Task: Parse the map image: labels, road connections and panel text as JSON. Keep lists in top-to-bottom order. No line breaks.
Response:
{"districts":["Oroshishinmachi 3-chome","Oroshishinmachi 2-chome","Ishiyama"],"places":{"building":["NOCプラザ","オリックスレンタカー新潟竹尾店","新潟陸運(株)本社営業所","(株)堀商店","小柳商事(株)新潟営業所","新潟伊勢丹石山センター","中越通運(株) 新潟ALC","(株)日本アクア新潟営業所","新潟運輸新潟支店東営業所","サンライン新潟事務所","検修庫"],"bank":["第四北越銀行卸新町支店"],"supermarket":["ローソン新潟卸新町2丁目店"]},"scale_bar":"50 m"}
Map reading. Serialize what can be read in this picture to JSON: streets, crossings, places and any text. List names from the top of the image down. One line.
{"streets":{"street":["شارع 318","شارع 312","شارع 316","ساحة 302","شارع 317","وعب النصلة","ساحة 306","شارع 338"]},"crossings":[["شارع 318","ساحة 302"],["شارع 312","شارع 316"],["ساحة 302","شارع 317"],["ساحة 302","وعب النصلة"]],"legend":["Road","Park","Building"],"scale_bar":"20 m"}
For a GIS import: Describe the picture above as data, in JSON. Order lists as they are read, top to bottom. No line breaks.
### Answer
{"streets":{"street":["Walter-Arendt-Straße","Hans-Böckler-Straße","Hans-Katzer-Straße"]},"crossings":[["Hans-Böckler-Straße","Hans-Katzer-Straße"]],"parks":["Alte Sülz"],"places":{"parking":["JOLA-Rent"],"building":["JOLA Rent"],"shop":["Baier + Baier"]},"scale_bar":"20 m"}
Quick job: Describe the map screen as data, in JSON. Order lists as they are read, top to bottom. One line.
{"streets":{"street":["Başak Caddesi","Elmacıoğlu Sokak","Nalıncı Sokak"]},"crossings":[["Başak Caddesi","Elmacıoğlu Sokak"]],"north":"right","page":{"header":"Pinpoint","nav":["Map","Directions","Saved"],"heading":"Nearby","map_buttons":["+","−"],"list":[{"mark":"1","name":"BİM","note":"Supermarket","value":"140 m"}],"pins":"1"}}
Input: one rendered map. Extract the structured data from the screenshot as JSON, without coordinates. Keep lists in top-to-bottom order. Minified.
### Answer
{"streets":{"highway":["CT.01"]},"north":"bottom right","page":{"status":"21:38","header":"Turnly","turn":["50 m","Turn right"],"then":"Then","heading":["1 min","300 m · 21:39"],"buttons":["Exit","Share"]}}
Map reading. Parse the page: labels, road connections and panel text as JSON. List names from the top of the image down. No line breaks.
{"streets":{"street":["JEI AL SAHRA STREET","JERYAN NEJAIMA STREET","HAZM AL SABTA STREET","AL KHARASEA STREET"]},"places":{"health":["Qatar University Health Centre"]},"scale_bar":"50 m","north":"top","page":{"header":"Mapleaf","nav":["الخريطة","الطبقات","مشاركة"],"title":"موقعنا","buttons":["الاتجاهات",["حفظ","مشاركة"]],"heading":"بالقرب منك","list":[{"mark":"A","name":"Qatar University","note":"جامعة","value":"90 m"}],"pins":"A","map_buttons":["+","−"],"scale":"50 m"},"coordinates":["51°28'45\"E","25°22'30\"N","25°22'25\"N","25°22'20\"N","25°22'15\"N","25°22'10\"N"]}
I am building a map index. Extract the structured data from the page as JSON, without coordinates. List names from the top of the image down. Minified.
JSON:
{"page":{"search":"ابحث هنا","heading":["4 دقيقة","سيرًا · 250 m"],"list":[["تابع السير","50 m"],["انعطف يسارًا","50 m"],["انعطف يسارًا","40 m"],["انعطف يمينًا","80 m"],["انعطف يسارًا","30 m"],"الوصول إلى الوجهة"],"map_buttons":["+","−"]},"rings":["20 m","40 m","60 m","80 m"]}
○ ○ ○ ○ ○ ○ ○
■ **Exercise objective**
Reproduce the whole listing verbatim.

■ **Problem solution**
Task: Parse the map image: labels, road connections and panel text as JSON. Keep lists in top-to-bottom order. No line breaks.
Response:
{"districts":["Oroshishinmachi 3-chome","Oroshishinmachi 2-chome","Ishiyama"],"places":{"building":["NOCプラザ","オリックスレンタカー新潟竹尾店","新潟陸運(株)本社営業所","(株)堀商店","小柳商事(株)新潟営業所","新潟伊勢丹石山センター","中越通運(株) 新潟ALC","(株)日本アクア新潟営業所","新潟運輸新潟支店東営業所","サンライン新潟事務所","検修庫"],"bank":["第四北越銀行卸新町支店"],"supermarket":["ローソン新潟卸新町2丁目店"]},"scale_bar":"50 m"}
Map reading. Serialize what can be read in this picture to JSON: streets, crossings, places and any text. List names from the top of the image down. One line.
{"streets":{"street":["شارع 318","شارع 312","شارع 316","ساحة 302","شارع 317","وعب النصلة","ساحة 306","شارع 338"]},"crossings":[["شارع 318","ساحة 302"],["شارع 312","شارع 316"],["ساحة 302","شارع 317"],["ساحة 302","وعب النصلة"]],"legend":["Road","Park","Building"],"scale_bar":"20 m"}
For a GIS import: Describe the picture above as data, in JSON. Order lists as they are read, top to bottom. No line breaks.
### Answer
{"streets":{"street":["Walter-Arendt-Straße","Hans-Böckler-Straße","Hans-Katzer-Straße"]},"crossings":[["Hans-Böckler-Straße","Hans-Katzer-Straße"]],"parks":["Alte Sülz"],"places":{"parking":["JOLA-Rent"],"building":["JOLA Rent"],"shop":["Baier + Baier"]},"scale_bar":"20 m"}
Quick job: Describe the map screen as data, in JSON. Order lists as they are read, top to bottom. One line.
{"streets":{"street":["Başak Caddesi","Elmacıoğlu Sokak","Nalıncı Sokak"]},"crossings":[["Başak Caddesi","Elmacıoğlu Sokak"]],"north":"right","page":{"header":"Pinpoint","nav":["Map","Directions","Saved"],"heading":"Nearby","map_buttons":["+","−"],"list":[{"mark":"1","name":"BİM","note":"Supermarket","value":"140 m"}],"pins":"1"}}
Input: one rendered map. Extract the structured data from the screenshot as JSON, without coordinates. Keep lists in top-to-bottom order. Minified.
### Answer
{"streets":{"highway":["CT.01"]},"north":"bottom right","page":{"status":"21:38","header":"Turnly","turn":["50 m","Turn right"],"then":"Then","heading":["1 min","300 m · 21:39"],"buttons":["Exit","Share"]}}
Map reading. Parse the page: labels, road connections and panel text as JSON. List names from the top of the image down. No line breaks.
{"streets":{"street":["JEI AL SAHRA STREET","JERYAN NEJAIMA STREET","HAZM AL SABTA STREET","AL KHARASEA STREET"]},"places":{"health":["Qatar University Health Centre"]},"scale_bar":"50 m","north":"top","page":{"header":"Mapleaf","nav":["الخريطة","الطبقات","مشاركة"],"title":"موقعنا","buttons":["الاتجاهات",["حفظ","مشاركة"]],"heading":"بالقرب منك","list":[{"mark":"A","name":"Qatar University","note":"جامعة","value":"90 m"}],"pins":"A","map_buttons":["+","−"],"scale":"50 m"},"coordinates":["51°28'45\"E","25°22'30\"N","25°22'25\"N","25°22'20\"N","25°22'15\"N","25°22'10\"N"]}
I am building a map index. Extract the structured data from the page as JSON, without coordinates. List names from the top of the image down. Minified.
JSON:
{"page":{"search":"ابحث هنا","heading":["4 دقيقة","سيرًا · 250 m"],"list":[["تابع السير","50 m"],["انعطف يسارًا","50 m"],["انعطف يسارًا","40 m"],["انعطف يمينًا","80 m"],["انعطف يسارًا","30 m"],"الوصول إلى الوجهة"],"map_buttons":["+","−"]},"rings":["20 m","40 m","60 m","80 m"]}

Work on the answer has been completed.